(TASK DATA)
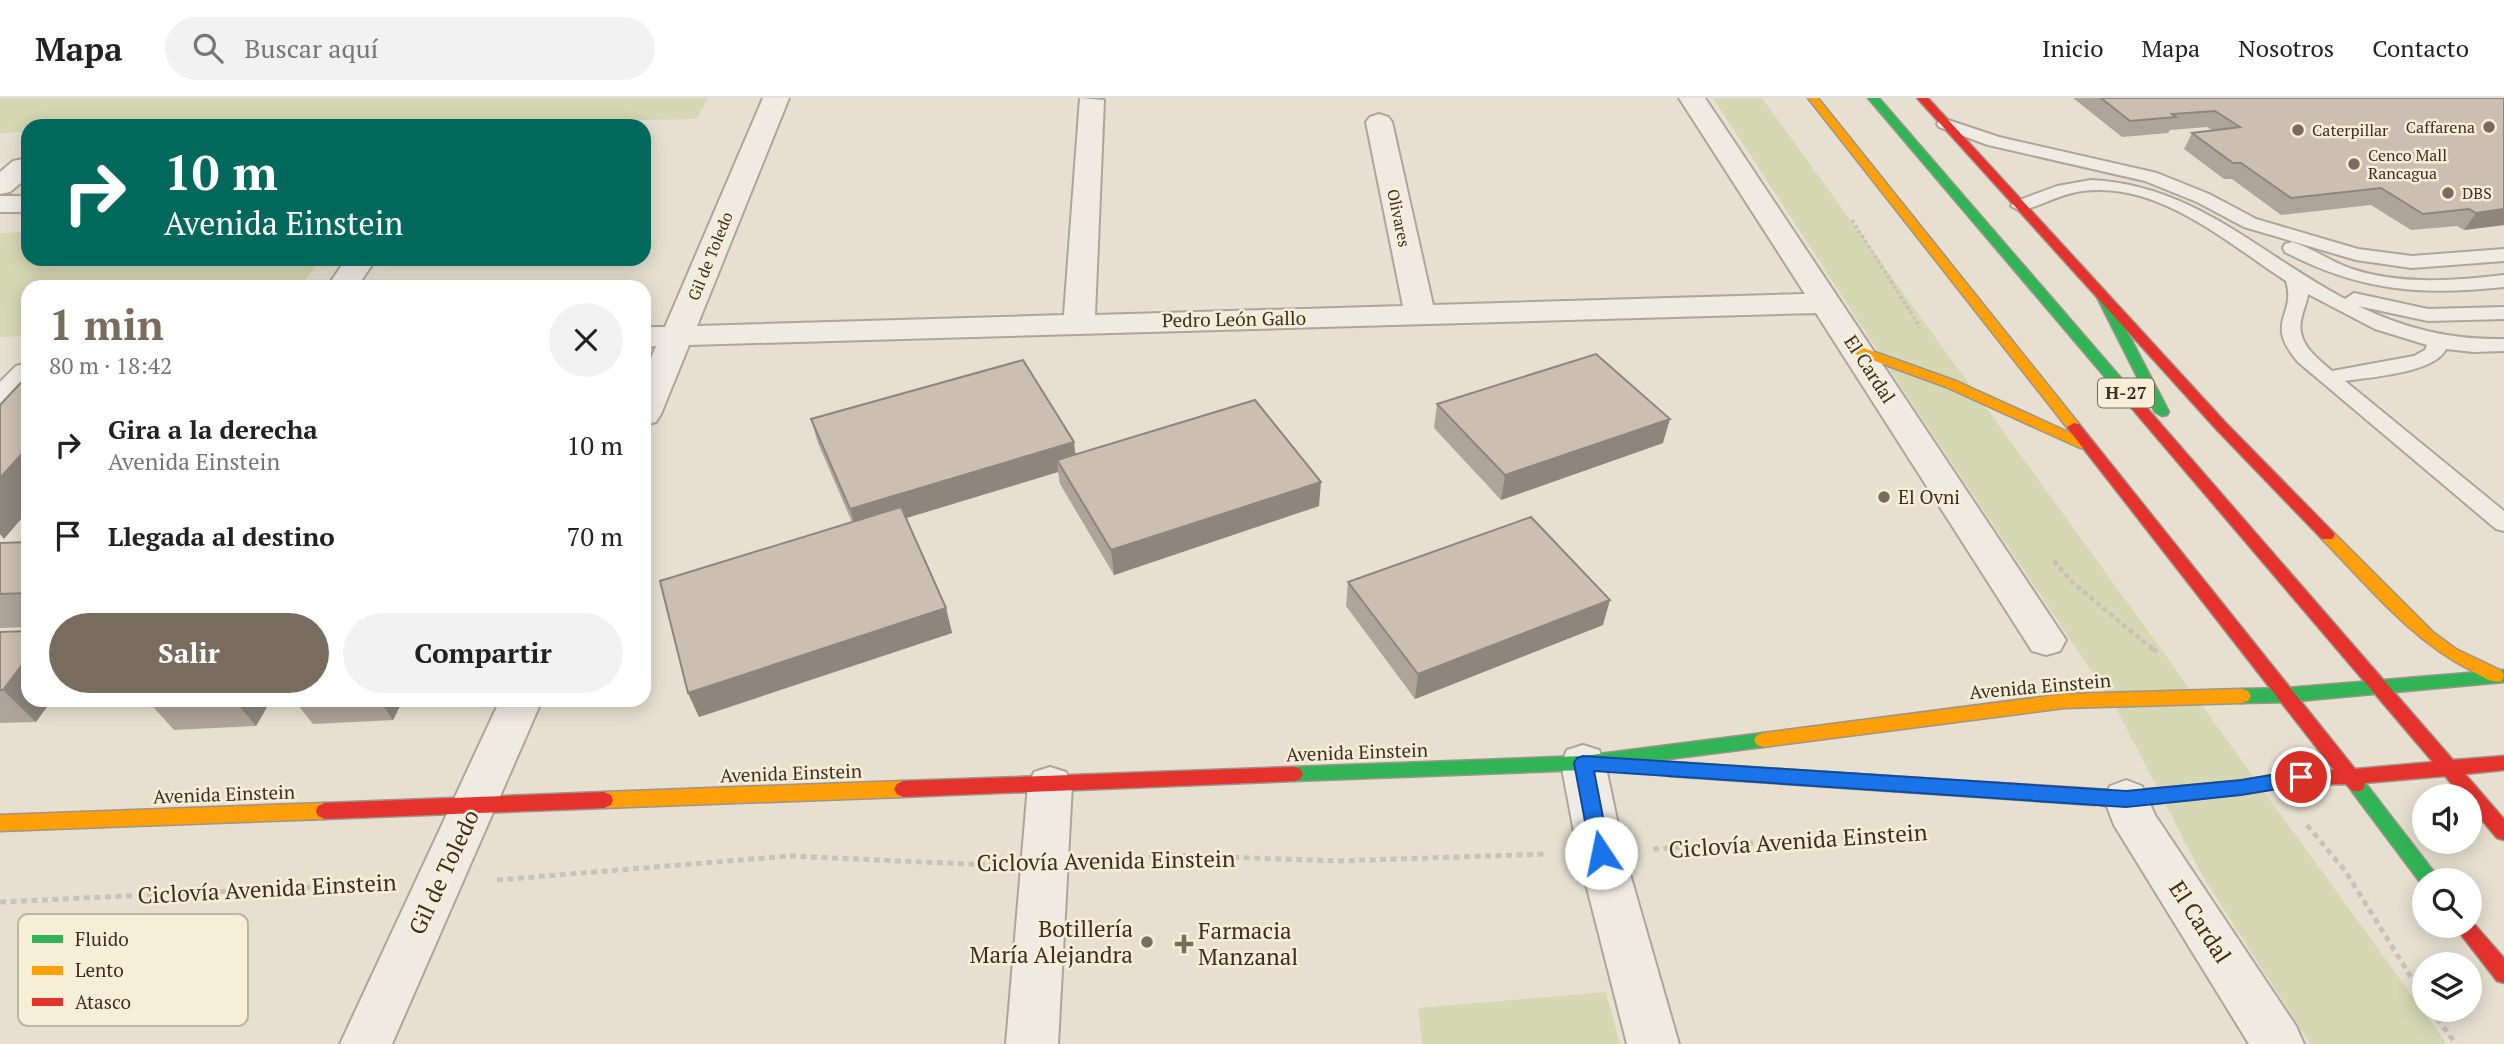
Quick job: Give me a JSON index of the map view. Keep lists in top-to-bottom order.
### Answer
{
  "streets": {
    "main road": ["H-27", "Avenida Einstein"],
    "street": [
      "Olivares",
      "Gil de Toledo",
      "Pedro León Gallo",
      "El Cardal"
    ],
    "path": ["Ciclovía Avenida Einstein"]
  },
  "crossings": [
    ["Olivares", "Pedro León Gallo"],
    ["Gil de Toledo", "Pedro León Gallo"],
    ["Gil de Toledo", "Avenida Einstein"],
    ["Gil de Toledo", "Ciclovía Avenida Einstein"],
    ["Pedro León Gallo", "El Cardal"],
    ["El Cardal", "Avenida Einstein"],
    ["H-27", "Avenida Einstein"]
  ],
  "places": {
    "other": [
      "Caffarena",
      "Caterpillar",
      "Cenco Mall Rancagua",
      "DBS",
      "El Ovni",
      "Botillería María Alejandra"
    ],
    "health": ["Farmacia Manzanal"]
  },
  "legend": ["Fluido", "Lento", "Atasco"],
  "page": {
    "header": "Mapa",
    "search": "Buscar aquí",
    "nav": [
      "Inicio",
      "Mapa",
      "Nosotros",
      "Contacto"
    ],
    "turn": ["10 m", "Avenida Einstein"],
    "heading": ["1 min", "80 m · 18:42"],
    "list": [
      {
        "name": "Gira a la derecha",
        "note": "Avenida Einstein",
        "value": "10 m"
      },
      {
        "name": "Llegada al destino",
        "value": "70 m"
      }
    ],
    "buttons": ["Salir", "Compartir"]
  }
}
(End TASK DATA)
ASSIGNMENT — The response should consist of the number of lines in the data that hold the word "Olivares", with nothing added.

SOLUTION TO THE PROBLEM — 2